■ ABOUT THIS EXERCISE ■
Return the entries below word for word; no images should appear in the copy.
------
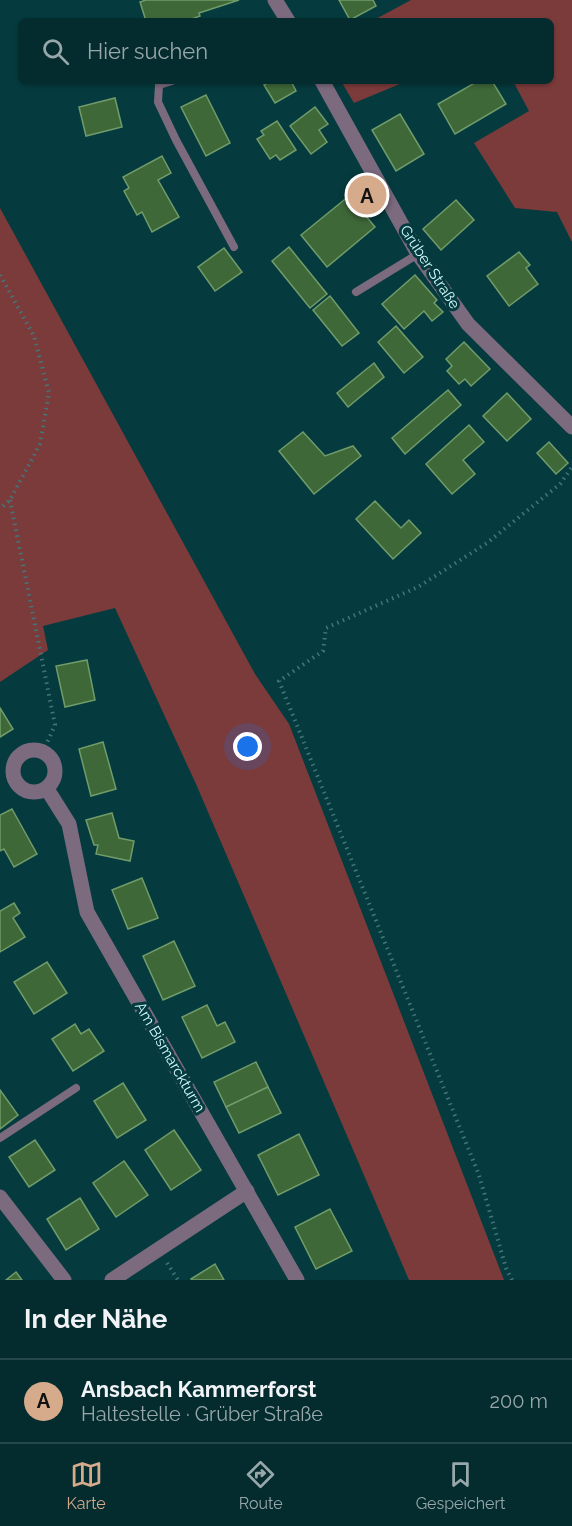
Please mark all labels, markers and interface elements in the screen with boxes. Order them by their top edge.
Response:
search box [18,18,554,84]
icon: search [39,35,72,68]
text: Hier suchen [87,38,208,64]
pin: A [348,172,386,218]
street label: Grüber Straße [396,222,464,312]
your location [233,732,262,761]
street label: Am Bismarckturm [131,999,209,1115]
text: In der Nähe [24,1304,167,1334]
text: Ansbach Kammerforst [81,1376,317,1402]
text: A [37,1389,50,1413]
text: 200 m [490,1389,548,1413]
text: Haltestelle · Grüber Straße [81,1402,323,1426]
tab: Karte [67,1458,106,1513]
tab: Route [239,1458,283,1513]
tab: Gespeichert [416,1458,505,1513]

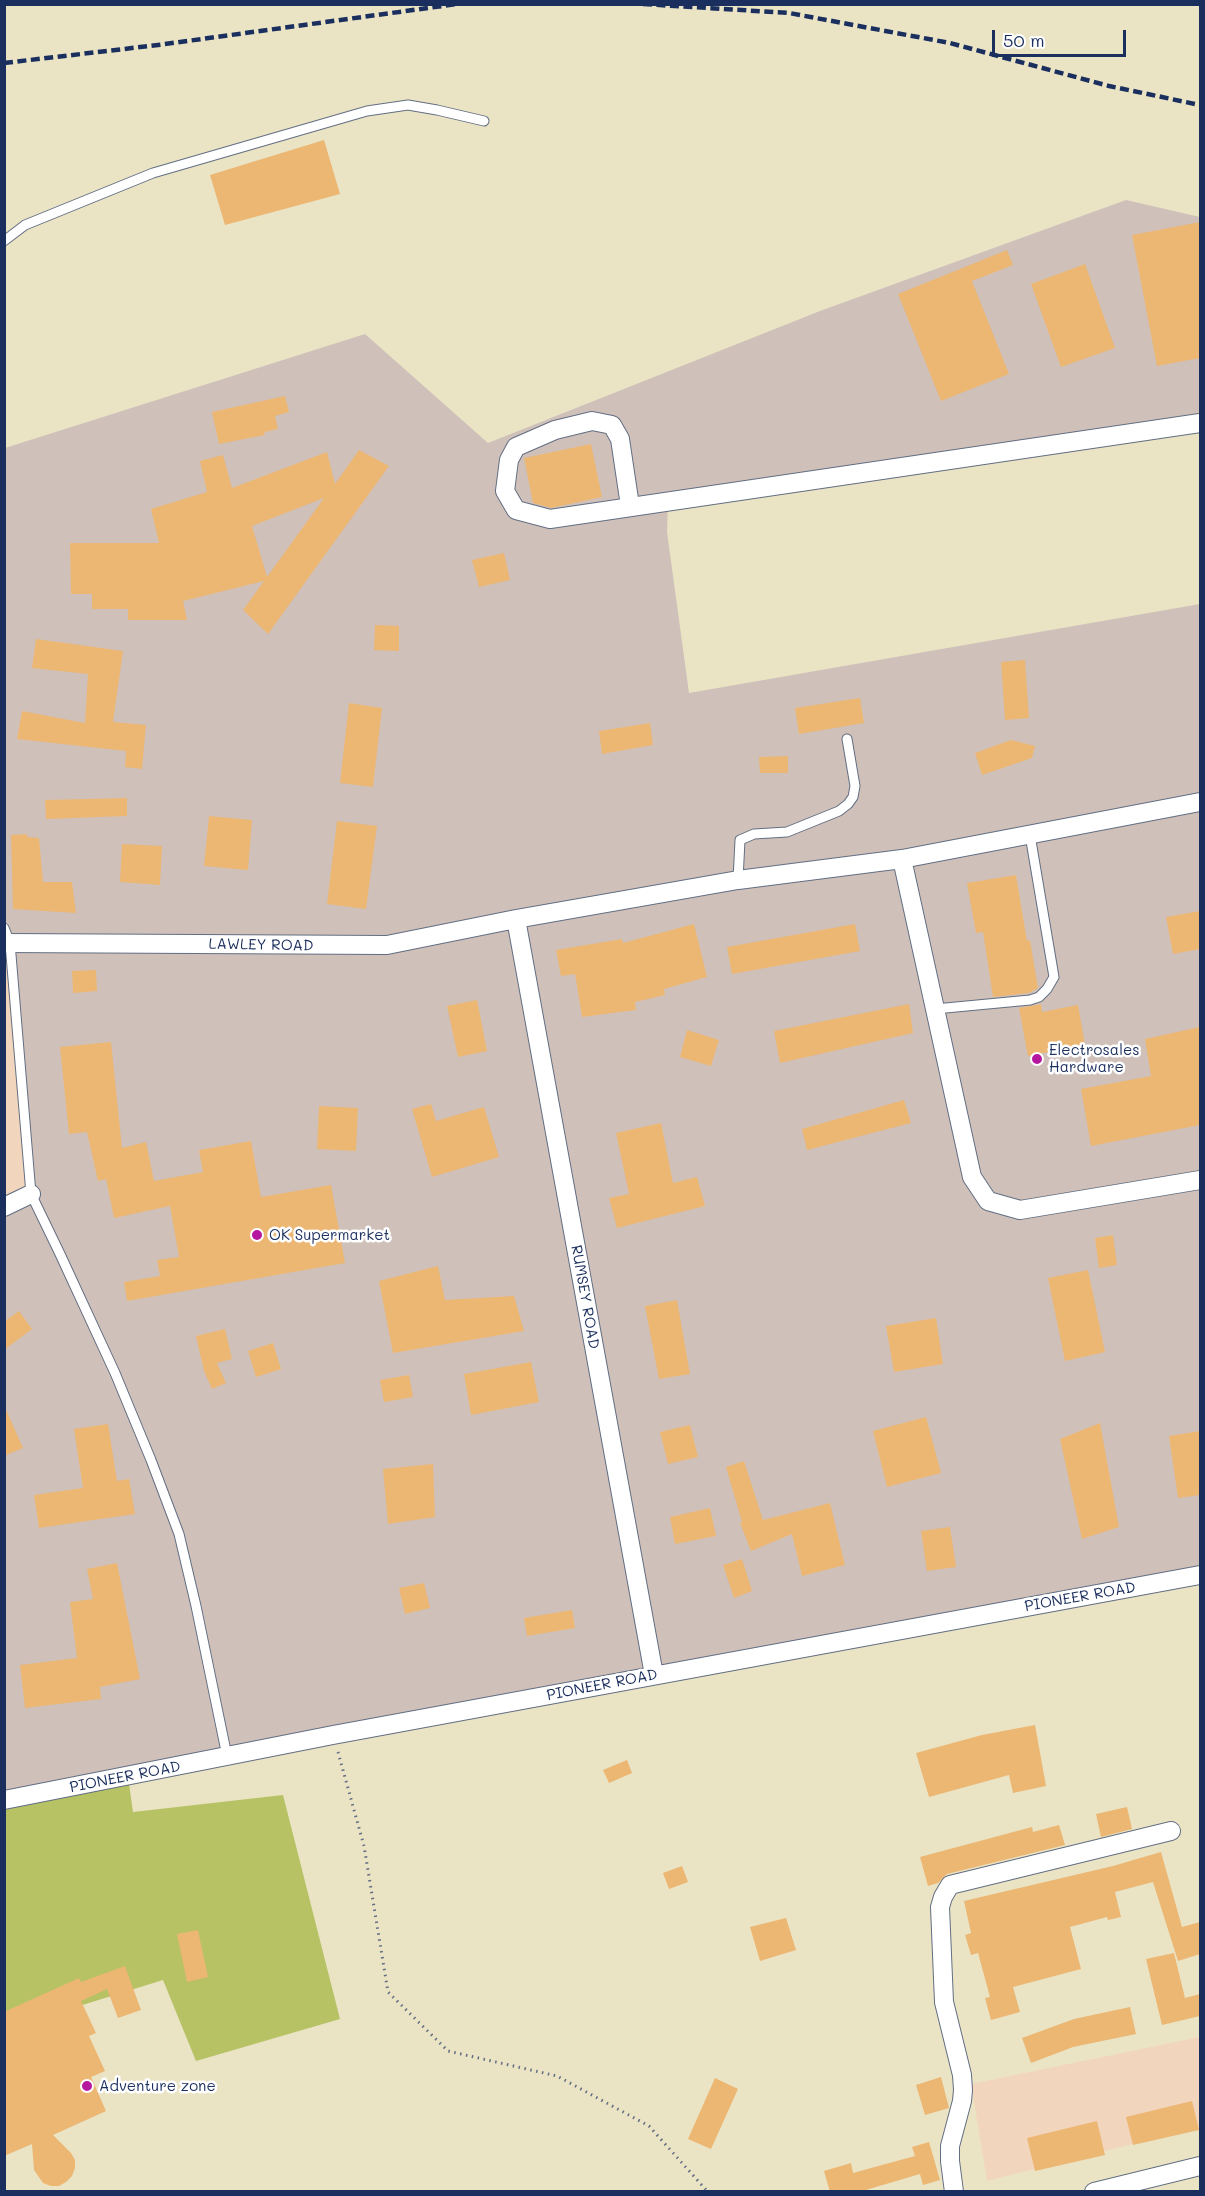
------
■ YOUR RESPONSE ■
Please mark all labels, markers and interface elements in the screen with boxes. Order them by their top edge.
Response:
search box [18,18,554,84]
icon: search [39,35,72,68]
text: Hier suchen [87,38,208,64]
pin: A [348,172,386,218]
street label: Grüber Straße [396,222,464,312]
your location [233,732,262,761]
street label: Am Bismarckturm [131,999,209,1115]
text: In der Nähe [24,1304,167,1334]
text: Ansbach Kammerforst [81,1376,317,1402]
text: A [37,1389,50,1413]
text: 200 m [490,1389,548,1413]
text: Haltestelle · Grüber Straße [81,1402,323,1426]
tab: Karte [67,1458,106,1513]
tab: Route [239,1458,283,1513]
tab: Gespeichert [416,1458,505,1513]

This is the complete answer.